Your objective: Every line from the one with "Parse the map" to the one with "Map reading. Read", including those two, is to be copied exactly; all other lines of the entries below are left out.

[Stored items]

* * * * *

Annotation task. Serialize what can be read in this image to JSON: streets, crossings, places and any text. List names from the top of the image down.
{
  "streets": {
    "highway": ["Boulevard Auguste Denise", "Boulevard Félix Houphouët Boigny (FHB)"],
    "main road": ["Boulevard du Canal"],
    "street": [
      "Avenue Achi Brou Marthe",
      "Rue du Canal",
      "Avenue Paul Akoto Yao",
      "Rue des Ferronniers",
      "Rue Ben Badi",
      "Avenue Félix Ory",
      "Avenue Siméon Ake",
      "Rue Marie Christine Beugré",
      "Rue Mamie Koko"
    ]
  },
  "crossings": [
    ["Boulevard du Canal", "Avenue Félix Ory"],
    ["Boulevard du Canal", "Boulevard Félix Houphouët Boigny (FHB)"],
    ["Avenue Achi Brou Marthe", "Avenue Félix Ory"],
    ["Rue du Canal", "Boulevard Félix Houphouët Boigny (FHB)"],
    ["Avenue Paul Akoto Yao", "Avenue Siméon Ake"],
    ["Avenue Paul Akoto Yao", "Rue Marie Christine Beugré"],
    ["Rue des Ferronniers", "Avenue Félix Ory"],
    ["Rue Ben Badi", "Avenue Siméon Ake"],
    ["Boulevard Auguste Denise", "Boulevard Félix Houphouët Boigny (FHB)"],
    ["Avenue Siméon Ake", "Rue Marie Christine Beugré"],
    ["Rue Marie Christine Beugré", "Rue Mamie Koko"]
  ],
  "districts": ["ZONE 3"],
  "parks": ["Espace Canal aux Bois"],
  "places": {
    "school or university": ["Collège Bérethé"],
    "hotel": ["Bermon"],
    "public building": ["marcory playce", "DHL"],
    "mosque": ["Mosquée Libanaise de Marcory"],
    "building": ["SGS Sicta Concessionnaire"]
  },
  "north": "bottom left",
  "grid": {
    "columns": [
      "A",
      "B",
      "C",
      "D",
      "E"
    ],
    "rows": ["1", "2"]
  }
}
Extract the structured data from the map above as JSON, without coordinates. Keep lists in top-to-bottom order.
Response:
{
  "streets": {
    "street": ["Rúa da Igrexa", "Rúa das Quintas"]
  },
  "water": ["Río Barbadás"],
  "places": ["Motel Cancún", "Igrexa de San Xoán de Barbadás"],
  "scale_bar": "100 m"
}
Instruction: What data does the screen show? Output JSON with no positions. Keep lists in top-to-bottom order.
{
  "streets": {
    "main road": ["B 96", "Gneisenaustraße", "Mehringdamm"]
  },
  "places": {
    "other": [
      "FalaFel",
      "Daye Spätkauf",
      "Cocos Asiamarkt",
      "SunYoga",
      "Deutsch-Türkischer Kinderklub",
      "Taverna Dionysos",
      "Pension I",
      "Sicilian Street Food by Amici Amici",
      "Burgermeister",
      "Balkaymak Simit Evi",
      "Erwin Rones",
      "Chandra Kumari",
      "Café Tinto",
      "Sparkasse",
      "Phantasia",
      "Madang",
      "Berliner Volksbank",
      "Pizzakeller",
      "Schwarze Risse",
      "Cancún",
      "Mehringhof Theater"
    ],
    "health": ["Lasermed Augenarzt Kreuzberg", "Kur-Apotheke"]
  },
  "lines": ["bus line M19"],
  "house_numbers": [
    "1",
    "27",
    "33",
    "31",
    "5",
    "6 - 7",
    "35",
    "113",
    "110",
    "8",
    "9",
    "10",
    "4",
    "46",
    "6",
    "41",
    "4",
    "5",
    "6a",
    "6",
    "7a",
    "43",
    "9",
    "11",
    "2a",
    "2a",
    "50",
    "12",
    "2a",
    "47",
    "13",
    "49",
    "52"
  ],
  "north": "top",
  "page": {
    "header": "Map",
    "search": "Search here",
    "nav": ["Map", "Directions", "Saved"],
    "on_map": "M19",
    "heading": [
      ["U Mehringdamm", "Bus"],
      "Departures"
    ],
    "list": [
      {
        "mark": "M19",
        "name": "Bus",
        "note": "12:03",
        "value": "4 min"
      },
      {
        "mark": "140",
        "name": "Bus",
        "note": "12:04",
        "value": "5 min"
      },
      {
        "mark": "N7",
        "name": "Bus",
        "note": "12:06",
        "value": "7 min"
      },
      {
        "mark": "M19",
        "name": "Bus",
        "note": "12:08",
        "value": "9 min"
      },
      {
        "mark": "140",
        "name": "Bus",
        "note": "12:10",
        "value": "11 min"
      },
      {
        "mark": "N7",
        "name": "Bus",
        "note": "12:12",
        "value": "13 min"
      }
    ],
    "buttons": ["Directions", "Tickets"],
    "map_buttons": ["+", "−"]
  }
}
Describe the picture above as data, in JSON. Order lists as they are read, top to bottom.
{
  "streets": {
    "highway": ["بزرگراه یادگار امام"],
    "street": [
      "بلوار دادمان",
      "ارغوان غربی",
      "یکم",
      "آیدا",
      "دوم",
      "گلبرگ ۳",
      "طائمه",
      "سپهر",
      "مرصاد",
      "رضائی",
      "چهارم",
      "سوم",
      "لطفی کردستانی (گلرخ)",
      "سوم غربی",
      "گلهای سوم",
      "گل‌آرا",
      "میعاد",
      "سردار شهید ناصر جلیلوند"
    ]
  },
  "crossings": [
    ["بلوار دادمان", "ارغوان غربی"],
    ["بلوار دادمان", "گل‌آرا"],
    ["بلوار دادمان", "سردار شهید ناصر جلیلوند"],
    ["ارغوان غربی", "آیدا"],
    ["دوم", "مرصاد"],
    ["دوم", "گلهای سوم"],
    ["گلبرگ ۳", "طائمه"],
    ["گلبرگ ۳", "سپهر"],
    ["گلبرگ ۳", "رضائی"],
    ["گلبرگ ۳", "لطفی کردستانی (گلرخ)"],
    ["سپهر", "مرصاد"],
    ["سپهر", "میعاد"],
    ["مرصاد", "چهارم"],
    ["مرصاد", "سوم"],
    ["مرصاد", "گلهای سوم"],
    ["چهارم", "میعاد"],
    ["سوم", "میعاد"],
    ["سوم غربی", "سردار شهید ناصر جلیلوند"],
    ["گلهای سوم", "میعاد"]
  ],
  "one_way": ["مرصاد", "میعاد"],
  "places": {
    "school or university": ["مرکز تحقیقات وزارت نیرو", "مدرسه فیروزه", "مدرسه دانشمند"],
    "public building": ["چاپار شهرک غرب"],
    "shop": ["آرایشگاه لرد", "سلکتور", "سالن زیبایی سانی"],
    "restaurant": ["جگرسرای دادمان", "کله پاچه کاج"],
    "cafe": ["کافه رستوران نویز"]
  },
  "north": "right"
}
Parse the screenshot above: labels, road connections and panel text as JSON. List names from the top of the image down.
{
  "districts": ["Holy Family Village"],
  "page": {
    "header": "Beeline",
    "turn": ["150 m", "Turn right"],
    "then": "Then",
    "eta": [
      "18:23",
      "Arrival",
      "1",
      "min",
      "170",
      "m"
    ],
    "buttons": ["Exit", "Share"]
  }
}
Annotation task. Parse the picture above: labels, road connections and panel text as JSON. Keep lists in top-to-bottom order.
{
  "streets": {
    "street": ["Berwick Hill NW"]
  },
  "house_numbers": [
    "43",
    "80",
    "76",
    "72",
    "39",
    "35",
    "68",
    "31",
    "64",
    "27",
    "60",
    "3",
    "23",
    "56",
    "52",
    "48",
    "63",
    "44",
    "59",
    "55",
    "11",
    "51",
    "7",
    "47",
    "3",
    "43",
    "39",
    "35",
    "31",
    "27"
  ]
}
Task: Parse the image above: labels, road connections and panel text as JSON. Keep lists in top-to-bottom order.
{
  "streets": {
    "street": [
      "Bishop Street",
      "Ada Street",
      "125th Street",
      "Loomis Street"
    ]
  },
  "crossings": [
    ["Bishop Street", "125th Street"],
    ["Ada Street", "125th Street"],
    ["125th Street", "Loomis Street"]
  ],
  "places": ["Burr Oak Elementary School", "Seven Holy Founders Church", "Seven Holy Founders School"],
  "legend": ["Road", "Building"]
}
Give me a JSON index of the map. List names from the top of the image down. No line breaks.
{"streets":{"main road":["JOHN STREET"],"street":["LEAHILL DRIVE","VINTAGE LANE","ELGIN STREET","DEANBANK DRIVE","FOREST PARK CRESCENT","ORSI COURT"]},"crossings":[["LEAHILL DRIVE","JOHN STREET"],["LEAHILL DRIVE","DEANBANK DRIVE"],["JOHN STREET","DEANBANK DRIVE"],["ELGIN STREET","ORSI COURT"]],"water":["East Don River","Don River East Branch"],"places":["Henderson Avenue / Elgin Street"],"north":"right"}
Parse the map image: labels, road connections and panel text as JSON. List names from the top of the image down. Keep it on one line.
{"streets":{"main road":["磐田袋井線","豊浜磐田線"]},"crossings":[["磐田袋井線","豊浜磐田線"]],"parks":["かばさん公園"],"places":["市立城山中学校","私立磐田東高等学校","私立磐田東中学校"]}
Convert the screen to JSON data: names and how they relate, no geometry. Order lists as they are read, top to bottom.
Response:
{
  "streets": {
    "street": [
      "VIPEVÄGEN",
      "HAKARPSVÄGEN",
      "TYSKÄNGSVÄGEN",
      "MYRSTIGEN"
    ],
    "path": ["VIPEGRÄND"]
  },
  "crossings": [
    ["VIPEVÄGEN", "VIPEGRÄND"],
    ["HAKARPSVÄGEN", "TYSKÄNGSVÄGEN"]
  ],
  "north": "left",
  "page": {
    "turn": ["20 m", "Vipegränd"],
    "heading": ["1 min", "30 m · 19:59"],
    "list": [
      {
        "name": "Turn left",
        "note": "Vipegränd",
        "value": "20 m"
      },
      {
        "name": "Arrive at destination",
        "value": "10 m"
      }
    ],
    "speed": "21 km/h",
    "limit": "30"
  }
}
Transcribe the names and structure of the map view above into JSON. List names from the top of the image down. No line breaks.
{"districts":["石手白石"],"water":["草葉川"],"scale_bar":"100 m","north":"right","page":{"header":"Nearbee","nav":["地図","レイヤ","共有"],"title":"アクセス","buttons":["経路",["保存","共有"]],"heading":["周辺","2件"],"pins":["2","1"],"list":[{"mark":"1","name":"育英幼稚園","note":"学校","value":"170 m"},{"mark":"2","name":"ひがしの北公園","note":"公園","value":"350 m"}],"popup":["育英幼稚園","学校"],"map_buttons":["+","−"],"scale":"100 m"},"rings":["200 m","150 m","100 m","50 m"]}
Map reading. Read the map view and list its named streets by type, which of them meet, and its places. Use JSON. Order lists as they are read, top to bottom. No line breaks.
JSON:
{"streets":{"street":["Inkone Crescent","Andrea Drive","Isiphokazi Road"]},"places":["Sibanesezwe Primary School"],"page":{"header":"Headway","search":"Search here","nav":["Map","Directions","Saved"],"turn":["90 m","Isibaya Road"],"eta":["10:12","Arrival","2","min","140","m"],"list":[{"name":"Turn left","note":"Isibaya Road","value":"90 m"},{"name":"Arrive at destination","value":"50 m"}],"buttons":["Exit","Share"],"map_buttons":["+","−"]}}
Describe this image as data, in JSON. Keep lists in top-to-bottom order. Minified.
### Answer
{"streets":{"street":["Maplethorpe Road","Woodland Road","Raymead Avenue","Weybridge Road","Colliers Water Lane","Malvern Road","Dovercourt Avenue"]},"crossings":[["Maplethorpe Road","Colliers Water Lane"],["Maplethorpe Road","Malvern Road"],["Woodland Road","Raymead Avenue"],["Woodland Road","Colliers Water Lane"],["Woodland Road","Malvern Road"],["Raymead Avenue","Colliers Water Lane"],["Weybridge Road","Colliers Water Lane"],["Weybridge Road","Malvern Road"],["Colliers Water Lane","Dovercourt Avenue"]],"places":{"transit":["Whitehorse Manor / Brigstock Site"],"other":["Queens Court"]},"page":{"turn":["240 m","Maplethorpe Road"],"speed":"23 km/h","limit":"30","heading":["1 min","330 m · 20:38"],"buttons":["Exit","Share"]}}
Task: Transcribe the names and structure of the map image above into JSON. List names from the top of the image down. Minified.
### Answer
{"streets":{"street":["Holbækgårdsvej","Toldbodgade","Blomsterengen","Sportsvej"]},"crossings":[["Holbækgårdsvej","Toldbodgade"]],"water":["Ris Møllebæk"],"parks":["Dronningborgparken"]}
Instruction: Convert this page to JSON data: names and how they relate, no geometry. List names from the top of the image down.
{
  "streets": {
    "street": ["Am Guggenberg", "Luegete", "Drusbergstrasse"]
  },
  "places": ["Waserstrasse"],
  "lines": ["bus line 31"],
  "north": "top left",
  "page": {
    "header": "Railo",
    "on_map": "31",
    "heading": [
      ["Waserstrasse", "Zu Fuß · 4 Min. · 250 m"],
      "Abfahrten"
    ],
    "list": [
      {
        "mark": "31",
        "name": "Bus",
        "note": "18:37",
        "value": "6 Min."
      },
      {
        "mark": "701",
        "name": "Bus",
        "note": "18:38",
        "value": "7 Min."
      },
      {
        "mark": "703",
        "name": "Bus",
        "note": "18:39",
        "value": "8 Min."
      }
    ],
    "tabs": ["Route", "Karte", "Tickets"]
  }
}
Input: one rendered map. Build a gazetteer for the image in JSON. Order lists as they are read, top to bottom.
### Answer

* * * * *

Response to this exercise:
Parse the map image: labels, road connections and panel text as JSON. List names from the top of the image down. Keep it on one line.
{"streets":{"main road":["磐田袋井線","豊浜磐田線"]},"crossings":[["磐田袋井線","豊浜磐田線"]],"parks":["かばさん公園"],"places":["市立城山中学校","私立磐田東高等学校","私立磐田東中学校"]}
Convert the screen to JSON data: names and how they relate, no geometry. Order lists as they are read, top to bottom.
Response:
{
  "streets": {
    "street": [
      "VIPEVÄGEN",
      "HAKARPSVÄGEN",
      "TYSKÄNGSVÄGEN",
      "MYRSTIGEN"
    ],
    "path": ["VIPEGRÄND"]
  },
  "crossings": [
    ["VIPEVÄGEN", "VIPEGRÄND"],
    ["HAKARPSVÄGEN", "TYSKÄNGSVÄGEN"]
  ],
  "north": "left",
  "page": {
    "turn": ["20 m", "Vipegränd"],
    "heading": ["1 min", "30 m · 19:59"],
    "list": [
      {
        "name": "Turn left",
        "note": "Vipegränd",
        "value": "20 m"
      },
      {
        "name": "Arrive at destination",
        "value": "10 m"
      }
    ],
    "speed": "21 km/h",
    "limit": "30"
  }
}
Transcribe the names and structure of the map view above into JSON. List names from the top of the image down. No line breaks.
{"districts":["石手白石"],"water":["草葉川"],"scale_bar":"100 m","north":"right","page":{"header":"Nearbee","nav":["地図","レイヤ","共有"],"title":"アクセス","buttons":["経路",["保存","共有"]],"heading":["周辺","2件"],"pins":["2","1"],"list":[{"mark":"1","name":"育英幼稚園","note":"学校","value":"170 m"},{"mark":"2","name":"ひがしの北公園","note":"公園","value":"350 m"}],"popup":["育英幼稚園","学校"],"map_buttons":["+","−"],"scale":"100 m"},"rings":["200 m","150 m","100 m","50 m"]}
Map reading. Read the map view and list its named streets by type, which of them meet, and its places. Use JSON. Order lists as they are read, top to bottom. No line breaks.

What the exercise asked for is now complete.